▶ **Action item**
Each line in the entries below that holds the word "center" belongs in the answer.

Records from a data collection
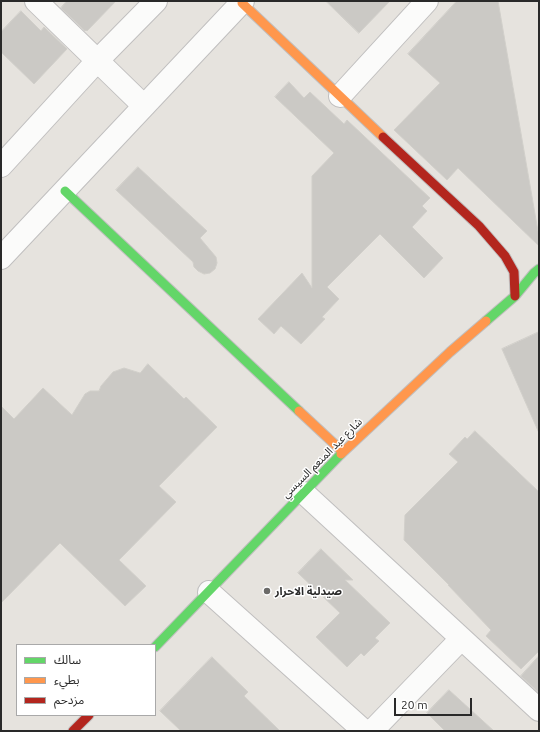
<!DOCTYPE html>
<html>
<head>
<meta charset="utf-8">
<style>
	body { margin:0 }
	#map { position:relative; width:540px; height:732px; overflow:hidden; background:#e6e3de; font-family:Ubuntu,"Noto Sans Arabic",sans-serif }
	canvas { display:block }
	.frame { position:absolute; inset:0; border:2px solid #292929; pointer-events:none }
	.legend { position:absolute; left:16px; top:644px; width:140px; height:72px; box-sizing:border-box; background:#fff; border:1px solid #a9a9a9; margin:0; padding:5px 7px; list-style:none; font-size:12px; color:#292929 }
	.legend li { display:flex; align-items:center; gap:8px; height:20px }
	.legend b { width:20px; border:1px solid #a9a9a9 }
	.scale { position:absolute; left:394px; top:698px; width:78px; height:18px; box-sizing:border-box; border:2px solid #292929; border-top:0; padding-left:5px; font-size:12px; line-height:14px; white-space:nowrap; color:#292929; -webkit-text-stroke:3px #fff; paint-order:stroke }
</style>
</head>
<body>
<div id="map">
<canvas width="540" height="732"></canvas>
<div class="frame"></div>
<ul class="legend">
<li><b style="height:5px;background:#63d668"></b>سالك</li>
<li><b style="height:5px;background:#ff974d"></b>بطيء</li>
<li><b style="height:5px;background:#b3261e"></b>مزدحم</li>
</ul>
<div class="scale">20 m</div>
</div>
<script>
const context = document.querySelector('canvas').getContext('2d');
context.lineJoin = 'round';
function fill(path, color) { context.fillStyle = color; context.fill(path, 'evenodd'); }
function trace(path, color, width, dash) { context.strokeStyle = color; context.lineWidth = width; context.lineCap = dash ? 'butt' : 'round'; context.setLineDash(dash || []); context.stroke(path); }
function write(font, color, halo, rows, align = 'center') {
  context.font = font + ' Ubuntu,"Noto Sans Arabic",sans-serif'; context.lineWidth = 3; context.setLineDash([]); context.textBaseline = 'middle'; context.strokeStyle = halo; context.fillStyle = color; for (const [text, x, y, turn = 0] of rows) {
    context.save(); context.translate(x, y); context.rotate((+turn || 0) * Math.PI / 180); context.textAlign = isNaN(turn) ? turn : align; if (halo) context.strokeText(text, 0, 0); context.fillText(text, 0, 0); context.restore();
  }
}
const building = new Path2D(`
	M67,1H116L87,31L86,30L85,31L61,8Z
	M326,1H390L359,33Z
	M457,1H498L539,237V246L458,168L447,180L394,130L440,83L408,54Z
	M21,11L41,31L44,27L67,49L34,84L1,52V32Z
	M289,82L304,98L310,92L344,124L347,120L430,198L422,206L427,211L412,227L443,258L424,278L380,234L327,287L339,299L322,317L325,319L301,344L281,326L274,334L258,319L302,273L312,288V176L334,153L275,97Z
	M138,167L207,231L200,238L216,257L217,263L215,269L210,273L204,274L198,271L194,267L193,262L116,190Z
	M539,332V433L502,349Z
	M148,364L184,399L186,397L217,427L159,486L176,502L119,560L146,586L125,606L60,543L1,603V406L14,419L43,388L72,415L85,394L90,391H99L101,386L113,372L124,368L140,373Z
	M475,431L539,492V651L521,669L486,636L491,630L448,585H449L404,540L405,515L458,462L449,454L465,437L467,439Z
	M321,549L353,580H345L390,623L375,638L379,641L364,656L361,653L347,667L316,637L340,613L298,573Z
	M539,656V693L521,676Z
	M212,657L248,692L244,696L280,731H181L160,711Z
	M449,690L494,731H445L427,713Z`);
fill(building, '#cbc9c5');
trace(building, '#d1cfca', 1);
const street = new Path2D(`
	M36,1L144,106
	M340,96L427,1
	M1,166L97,61L156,1
	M1,258L243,1
	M304,493L539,710
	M209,592L364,731
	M372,731L461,639`);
const fast = new Path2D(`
	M65,191L299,411
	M486,321L515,296L534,273L539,269
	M155,647L341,454`);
const slow = new Path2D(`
	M242,3L383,137
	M299,411L343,452
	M341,454L450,352L486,321`);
const jam = new Path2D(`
	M383,137L479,226L505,256L514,272L515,296
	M73,731L89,715`);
trace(street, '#c0bfbf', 24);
trace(fast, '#c0bfbf', 11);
trace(slow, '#c0bfbf', 11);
trace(jam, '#c0bfbf', 11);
trace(street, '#fbfbfa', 22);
trace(fast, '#63d668', 9);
trace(slow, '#ff974d', 9);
trace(jam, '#b3261e', 9);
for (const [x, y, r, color] of [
	[267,591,4,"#6b6a68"]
]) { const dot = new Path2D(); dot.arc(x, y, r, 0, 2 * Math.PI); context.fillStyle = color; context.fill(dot); trace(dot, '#fff', 1.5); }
write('11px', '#292929', '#fff', [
	["شارع عبد المنعم السيسي",322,458,-45]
]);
write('bold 11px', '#292929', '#fff', [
	["صيدلية الاحرار",275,591]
], 'left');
</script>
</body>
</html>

▶ **Result of the task**
	.legend li { display:flex; align-items:center; gap:8px; height:20px }
function write(font, color, halo, rows, align = 'center') {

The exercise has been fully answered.